IBM’s Watson is the powerful computer that defeated its human rivals in a Jeopardy match against Jeopardy’s two grand champions. In case you missed it, check out Watson here.
Watson represents a startling achievement of computer science from many standpoints. The most important thing it demonstrates, however, is the machine’s ability to respond to natural language. Alex Trebek, the host of Jeopardy, asked regular Jeopardy questions in the normal way. OK, Watson would get the questions simultaneously as text, but they contained all the convoluted syntax, puns, double entendres, and tricks that characterize Jeopardy game questions.
To make Watson competitive, it had to understand the question and come up with the right answer with sufficient confidence in less than three seconds. Watson didn’t have time to go out to the Internet searching for answers. IBM loaded it with all the information it might possible need right in memory—15TB worth, which drew on another 20TB of clustered disk storage. Then it had to pack in all the deep analytics and natural language parsing algorithms Watson needed to be competitive.
The resulting system consisted of 90 tightly integrated IBM Power 750 servers running Linux and containing 2880 POWER7 processor cores as well as the 15TB of onboard memory. The POWER7 ran at 3.55 GHz and had 500 GB per sec. of on-chip bandwidth. Although the scale of Watson’s technology is impressive, even more impressive is the fact that Watson is assembled from off-the-shelf commodity components. The same commercially available off-the-shelf components are available to you today should you want to whip together Watson yourself.
The commodity components are key to Watson. IBM didn’t go to all this trouble just to win a one-off trivia contest. It expects to sell configurations of Watson’s technology to solve real problems, including business problems. To do that, IBM needs Watson to be able to work its magic using commodity components.
Already IBM has targeted its first commercial application for Watson—medical diagnosis. In this case Watson replaces Dr. House, the scruffy, gruff curmudgeon genius from the popular TV show. Watson may lack the sex appeal of actor Hugh Laurie, but its boasts impressive technology specs.

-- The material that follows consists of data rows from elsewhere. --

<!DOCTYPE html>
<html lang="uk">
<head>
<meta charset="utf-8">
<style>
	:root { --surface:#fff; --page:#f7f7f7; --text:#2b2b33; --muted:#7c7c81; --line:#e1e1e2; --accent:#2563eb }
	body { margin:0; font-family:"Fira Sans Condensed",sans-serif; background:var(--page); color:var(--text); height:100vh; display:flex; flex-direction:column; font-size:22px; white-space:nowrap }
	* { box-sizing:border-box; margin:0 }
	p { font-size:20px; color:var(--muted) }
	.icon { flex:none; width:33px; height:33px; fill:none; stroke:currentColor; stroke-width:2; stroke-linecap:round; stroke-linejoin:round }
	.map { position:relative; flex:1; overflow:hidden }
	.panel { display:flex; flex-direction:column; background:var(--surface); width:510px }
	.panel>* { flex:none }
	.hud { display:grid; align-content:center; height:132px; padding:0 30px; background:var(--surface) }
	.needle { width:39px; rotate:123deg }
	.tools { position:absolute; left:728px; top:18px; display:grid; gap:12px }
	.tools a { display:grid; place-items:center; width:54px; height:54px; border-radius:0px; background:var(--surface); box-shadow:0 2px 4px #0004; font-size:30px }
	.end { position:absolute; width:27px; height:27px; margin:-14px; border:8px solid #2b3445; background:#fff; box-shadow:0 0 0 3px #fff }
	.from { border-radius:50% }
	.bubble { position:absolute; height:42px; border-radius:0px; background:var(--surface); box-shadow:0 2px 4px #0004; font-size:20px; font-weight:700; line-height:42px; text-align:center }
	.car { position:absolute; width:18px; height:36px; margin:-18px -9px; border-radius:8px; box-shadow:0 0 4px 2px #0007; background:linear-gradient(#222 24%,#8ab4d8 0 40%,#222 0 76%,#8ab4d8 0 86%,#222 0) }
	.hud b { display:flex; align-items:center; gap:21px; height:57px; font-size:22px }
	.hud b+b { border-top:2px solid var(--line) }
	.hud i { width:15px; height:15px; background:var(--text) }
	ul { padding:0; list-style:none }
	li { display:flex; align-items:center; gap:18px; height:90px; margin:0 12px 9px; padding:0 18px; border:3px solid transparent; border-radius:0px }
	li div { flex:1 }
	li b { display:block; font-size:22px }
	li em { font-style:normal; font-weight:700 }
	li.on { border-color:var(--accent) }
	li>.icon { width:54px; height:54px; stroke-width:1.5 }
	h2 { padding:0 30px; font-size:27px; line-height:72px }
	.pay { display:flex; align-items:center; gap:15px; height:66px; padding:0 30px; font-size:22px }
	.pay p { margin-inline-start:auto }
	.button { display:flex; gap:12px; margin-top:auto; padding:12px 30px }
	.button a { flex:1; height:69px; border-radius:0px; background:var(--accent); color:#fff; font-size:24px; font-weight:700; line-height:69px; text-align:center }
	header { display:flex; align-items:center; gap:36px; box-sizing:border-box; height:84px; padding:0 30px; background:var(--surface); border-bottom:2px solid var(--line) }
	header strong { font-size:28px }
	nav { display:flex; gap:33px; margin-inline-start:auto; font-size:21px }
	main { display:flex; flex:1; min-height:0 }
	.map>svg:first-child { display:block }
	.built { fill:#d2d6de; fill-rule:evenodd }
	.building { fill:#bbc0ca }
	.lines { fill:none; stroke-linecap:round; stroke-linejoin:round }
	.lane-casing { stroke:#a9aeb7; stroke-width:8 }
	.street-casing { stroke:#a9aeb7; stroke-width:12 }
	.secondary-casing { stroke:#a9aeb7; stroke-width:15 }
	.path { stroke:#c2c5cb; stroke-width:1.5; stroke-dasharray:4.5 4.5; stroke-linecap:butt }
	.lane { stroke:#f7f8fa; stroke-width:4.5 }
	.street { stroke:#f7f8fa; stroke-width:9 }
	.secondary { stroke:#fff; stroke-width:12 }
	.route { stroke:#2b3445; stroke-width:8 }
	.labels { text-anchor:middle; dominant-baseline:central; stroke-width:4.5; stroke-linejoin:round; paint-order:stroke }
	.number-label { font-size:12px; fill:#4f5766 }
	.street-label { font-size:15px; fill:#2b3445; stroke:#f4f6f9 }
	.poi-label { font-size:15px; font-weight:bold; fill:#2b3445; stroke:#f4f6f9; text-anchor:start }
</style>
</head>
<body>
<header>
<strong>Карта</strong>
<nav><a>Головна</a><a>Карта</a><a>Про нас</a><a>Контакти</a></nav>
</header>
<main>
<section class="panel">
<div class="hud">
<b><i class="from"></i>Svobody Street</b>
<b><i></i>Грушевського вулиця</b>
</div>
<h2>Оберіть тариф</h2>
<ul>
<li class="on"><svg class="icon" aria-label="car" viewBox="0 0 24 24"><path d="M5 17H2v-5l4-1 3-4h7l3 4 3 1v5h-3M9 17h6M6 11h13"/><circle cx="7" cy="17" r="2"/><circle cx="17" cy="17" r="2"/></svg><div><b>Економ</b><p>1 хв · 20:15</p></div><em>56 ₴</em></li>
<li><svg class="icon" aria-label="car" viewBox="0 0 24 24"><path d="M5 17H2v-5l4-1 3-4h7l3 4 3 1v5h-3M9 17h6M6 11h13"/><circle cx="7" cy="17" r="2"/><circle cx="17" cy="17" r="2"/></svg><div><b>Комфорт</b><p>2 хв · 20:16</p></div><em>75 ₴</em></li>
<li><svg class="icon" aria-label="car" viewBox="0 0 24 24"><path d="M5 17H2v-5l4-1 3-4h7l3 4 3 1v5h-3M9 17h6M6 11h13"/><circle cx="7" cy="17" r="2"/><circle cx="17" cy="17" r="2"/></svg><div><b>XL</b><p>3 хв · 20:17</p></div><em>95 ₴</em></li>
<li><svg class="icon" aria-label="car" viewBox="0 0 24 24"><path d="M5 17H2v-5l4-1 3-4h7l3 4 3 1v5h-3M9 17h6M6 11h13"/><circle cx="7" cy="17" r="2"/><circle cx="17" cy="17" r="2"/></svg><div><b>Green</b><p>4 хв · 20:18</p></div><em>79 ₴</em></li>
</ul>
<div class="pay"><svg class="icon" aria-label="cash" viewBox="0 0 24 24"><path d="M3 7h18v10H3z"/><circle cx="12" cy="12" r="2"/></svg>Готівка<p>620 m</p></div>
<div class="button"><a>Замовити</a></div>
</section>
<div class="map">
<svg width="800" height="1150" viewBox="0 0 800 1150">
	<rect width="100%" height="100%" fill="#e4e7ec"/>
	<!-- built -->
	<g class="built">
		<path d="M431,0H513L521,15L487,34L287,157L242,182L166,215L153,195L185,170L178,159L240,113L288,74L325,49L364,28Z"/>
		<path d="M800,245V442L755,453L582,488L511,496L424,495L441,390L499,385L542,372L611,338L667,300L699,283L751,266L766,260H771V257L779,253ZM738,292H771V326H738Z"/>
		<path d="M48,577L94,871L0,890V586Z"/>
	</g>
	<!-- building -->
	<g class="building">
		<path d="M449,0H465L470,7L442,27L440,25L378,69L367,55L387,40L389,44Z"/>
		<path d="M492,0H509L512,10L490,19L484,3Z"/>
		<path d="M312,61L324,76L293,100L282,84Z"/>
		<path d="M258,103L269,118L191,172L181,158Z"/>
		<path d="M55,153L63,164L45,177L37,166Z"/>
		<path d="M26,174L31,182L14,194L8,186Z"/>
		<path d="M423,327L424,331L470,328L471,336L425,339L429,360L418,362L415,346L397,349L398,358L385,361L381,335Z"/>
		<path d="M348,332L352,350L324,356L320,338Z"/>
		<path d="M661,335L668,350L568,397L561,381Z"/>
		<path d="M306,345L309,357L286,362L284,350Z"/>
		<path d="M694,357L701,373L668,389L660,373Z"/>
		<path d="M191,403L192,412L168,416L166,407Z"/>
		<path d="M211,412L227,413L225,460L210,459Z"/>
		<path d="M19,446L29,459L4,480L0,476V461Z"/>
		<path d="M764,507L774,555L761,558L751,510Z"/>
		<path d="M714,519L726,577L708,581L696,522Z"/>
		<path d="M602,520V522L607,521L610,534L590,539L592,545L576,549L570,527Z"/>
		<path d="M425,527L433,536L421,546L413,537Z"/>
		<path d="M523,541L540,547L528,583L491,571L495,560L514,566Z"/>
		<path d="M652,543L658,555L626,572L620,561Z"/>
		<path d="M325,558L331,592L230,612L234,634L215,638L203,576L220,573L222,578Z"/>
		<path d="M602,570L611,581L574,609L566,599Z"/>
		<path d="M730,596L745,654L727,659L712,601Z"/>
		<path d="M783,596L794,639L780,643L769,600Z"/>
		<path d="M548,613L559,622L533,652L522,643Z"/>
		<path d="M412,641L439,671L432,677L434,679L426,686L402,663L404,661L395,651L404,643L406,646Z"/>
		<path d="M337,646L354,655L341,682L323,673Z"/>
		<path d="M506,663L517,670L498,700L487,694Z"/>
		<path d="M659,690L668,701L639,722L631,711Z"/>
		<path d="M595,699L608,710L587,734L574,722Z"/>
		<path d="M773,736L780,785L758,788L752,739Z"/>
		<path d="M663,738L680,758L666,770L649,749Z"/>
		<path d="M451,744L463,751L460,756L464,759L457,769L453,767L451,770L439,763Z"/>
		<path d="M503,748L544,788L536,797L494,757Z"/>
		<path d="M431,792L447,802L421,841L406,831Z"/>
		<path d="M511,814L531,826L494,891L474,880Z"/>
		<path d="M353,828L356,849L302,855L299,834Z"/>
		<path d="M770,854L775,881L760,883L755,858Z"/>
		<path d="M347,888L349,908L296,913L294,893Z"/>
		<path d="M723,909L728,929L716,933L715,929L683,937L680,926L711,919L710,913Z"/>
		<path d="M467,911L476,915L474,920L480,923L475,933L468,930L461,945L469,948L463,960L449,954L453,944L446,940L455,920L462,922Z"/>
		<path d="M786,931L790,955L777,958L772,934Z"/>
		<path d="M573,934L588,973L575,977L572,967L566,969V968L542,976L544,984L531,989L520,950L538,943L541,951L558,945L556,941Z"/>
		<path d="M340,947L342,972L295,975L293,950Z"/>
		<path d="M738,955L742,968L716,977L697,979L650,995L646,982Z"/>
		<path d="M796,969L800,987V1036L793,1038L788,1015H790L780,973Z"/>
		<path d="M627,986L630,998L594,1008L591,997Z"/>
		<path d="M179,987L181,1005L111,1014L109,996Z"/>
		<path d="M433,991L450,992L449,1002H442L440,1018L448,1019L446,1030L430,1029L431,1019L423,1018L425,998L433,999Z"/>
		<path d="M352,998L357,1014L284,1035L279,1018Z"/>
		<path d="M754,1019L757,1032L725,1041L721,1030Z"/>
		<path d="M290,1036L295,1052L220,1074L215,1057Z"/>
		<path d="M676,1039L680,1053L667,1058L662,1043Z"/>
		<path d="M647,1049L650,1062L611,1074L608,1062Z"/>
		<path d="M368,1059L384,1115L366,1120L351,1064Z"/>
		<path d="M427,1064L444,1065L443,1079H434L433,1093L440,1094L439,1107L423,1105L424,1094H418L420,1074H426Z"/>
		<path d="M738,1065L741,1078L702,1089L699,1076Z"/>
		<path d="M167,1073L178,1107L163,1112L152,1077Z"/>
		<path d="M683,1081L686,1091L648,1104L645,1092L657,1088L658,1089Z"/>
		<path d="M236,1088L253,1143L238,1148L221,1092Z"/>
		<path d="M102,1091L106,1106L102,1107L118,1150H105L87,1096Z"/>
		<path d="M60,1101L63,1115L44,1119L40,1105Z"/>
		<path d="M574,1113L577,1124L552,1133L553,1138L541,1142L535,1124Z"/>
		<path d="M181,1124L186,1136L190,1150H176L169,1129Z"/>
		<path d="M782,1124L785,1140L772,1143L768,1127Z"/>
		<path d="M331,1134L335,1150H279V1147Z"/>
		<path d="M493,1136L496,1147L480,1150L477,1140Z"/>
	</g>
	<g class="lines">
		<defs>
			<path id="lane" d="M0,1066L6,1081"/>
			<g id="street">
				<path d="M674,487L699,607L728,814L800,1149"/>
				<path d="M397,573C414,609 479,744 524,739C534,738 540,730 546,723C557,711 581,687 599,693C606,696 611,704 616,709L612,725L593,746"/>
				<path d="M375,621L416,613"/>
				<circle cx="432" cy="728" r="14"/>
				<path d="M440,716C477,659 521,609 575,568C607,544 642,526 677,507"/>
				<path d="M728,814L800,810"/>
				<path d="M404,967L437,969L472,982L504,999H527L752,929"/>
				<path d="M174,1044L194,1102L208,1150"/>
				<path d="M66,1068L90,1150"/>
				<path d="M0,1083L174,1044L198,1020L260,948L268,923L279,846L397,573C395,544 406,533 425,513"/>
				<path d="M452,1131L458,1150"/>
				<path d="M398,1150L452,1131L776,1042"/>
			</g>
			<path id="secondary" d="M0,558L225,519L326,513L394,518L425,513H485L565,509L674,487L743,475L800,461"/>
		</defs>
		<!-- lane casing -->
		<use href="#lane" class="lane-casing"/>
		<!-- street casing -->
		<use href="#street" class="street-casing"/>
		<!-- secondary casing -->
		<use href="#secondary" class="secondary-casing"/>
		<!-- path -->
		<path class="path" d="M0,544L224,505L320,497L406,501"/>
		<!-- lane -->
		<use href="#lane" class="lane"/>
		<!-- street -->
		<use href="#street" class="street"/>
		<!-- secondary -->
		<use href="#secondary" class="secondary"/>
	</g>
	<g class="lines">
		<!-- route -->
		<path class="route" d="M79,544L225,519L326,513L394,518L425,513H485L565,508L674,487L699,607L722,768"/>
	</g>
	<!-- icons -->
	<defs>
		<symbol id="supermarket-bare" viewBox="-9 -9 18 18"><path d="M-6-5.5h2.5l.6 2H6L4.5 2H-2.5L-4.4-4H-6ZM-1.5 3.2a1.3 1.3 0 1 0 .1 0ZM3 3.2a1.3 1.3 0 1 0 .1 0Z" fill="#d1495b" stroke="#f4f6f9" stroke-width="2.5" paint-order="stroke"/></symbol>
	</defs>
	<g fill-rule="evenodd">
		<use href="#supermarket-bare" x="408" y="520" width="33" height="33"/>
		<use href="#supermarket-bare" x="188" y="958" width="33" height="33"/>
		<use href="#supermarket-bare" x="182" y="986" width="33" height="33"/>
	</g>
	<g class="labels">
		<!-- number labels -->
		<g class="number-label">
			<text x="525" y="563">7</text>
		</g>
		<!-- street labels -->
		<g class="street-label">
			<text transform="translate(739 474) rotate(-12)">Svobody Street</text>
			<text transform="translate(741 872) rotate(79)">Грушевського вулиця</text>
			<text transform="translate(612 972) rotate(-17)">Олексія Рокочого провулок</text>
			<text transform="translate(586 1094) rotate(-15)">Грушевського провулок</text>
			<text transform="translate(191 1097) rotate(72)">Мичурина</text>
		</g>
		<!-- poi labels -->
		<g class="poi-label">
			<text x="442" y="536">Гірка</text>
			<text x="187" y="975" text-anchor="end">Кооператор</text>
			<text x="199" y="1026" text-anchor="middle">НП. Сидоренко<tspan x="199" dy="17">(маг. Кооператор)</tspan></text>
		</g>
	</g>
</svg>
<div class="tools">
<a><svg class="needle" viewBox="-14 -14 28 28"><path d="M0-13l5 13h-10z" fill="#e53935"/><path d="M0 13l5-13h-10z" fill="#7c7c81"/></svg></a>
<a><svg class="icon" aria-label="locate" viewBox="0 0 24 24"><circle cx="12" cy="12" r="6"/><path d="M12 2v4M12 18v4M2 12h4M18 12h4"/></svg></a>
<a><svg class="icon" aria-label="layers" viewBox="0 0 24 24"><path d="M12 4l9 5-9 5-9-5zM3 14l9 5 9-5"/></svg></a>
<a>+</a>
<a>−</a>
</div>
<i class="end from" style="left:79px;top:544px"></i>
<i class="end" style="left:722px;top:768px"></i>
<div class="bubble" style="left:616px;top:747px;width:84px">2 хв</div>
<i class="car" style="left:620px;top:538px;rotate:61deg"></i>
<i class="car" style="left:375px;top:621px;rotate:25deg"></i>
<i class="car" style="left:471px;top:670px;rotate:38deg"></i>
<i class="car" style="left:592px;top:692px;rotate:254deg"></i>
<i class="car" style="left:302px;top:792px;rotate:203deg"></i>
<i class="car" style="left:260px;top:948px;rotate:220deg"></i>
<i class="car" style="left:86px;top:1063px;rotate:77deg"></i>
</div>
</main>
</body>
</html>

The plan is to optimize a version of Watson for various industries. For the medical industry that means loading Watson with vast and comprehensive medical knowledge from books, archives of medical journals, and the very latest research to respond to queries from doctors. This actually is tame compared to Jeopardy, which required IBM to load up Watson with information on a seemingly endless array of subjects. The medical queries, presumably, will consist of lists of complicated symptoms, conditions, test results, and monitor readings that Watson will analyze and correlate to its medical knowledge and return an ordered list of the best diagnoses.
Another slam dunk for Watson should be customer support. Watson could be optimized and configured to respond to questions from a company’s existing and prospective customers or from its support agents, maybe assisted with speech-to-text translation if necessary. Watson certainly couldn’t do worse than some of the offshore support agents today. Of course, Watson would have to be loaded with customer, product, and company data and maybe industry and regulatory data. Compared to Jeopardy that should be trivial.
Other business areas also are promising: Procurement and global supply and logistics come to mind. IBM already has targeted fraud prevention and the parsing vast tracts of legal documents as key opportunities. Litigation can involve massive amounts of documents, often as email; put Watson to work on ediscovery too
IBM has been selling some of the commodity technology that makes up Watson for a few years. For example, the New York State Department of Taxation and Finance is using Watson-like analytics to transform its approach to refunds from pay-and-chase to next-best-case. In its five years of operation, the system has preserved more than $889 million against fraudulent requests through Watson-like analytics.
The version of Watson that won Jeopardy was far bigger and more expensive than any single organization probably needs. Scaled back to the size of your organization, Watson might be a downright bargain.